Wall Street believes its soft-landing dream is on the verge of coming true. That is prompting a fresh wave of demand for stocks.

 

Markets have rallied since last week’s consumer-inflation report came in softer than expected. Many analysts and portfolio managers expect the gains to pick up heading into year-end, reflecting a sense that markets have faced down their most significant challenge: the potential for rising bond yields to crimp economic activity, reduce demand for stocks and send the U.S. economy into recession.

 

Stocks appear again on an upswing, extending a renaissance that began this month when Treasury Secretary Janet Yellen eased fears about a bond-market rout by tweaking U.S. debt-issuance plans.
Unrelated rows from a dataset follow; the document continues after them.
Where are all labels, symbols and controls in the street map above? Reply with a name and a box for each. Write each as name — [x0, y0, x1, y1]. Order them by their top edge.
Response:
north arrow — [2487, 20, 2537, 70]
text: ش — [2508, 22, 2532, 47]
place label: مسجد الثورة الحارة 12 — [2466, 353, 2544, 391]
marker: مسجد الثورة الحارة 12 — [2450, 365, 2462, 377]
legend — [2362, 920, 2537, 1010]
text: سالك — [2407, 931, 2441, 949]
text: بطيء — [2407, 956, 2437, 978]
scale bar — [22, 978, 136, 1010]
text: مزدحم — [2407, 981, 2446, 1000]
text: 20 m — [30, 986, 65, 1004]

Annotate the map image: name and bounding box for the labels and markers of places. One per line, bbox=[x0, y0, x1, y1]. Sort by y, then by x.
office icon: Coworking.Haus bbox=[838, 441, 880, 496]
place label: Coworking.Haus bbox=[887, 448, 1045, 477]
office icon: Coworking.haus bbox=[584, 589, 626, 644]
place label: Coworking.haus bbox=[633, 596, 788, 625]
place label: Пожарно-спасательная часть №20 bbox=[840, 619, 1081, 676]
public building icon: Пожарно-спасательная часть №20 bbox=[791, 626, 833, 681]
The S& P 500 rose 2.2% over the past week, capping the index’s best three-week stretch since June 2020 and putting it up 18% for the year. A torrent of buying in Treasurys has sent benchmark yields down to 4.441%, easing persistent concerns about whether rising financing costs will hamper U.S. growth.

 

This week, investors will be parsing minutes from the central bank’s last meeting for clues on the Federal Reserve’s continuing effort to contain prices. A series of cooler-than-expected inflation readings have taken another 2023 rate increase off the table, in the market’s view.

 

Many investors now expect the economy to cool enough for the Fed to begin reducing interest rates next year, without prompting a dramatic slowdown in consumer spending or a sharp contraction in the workforce. That should create optimal conditions for buying stocks, investors said.

 

“We’re in a mini Goldilocks scenario,” said Alessio de Longis, senior portfolio manager at Invesco, who said he is preparing for larger stock gains ahead. “The soft landing is playing out.”

 

The signs so far have been encouraging. Consumer-price inflation cooled more than expected in October, continuing a steady fall. A measure of producer prices fell 0.5% in October, the biggest drop since April 2020—before inflation started crimping Americans’ wallets.

 

S& P 500 companies are on track to increase profits for the first time in a year.

 

Jawad Mian, founder of Stray Reflections, a macroeconomic advisory firm, expects the Fed to start cutting rates next year and for stocks to continue their ascent, drawing in some of the investors who had kept an outsize chunk of their portfolios in cash.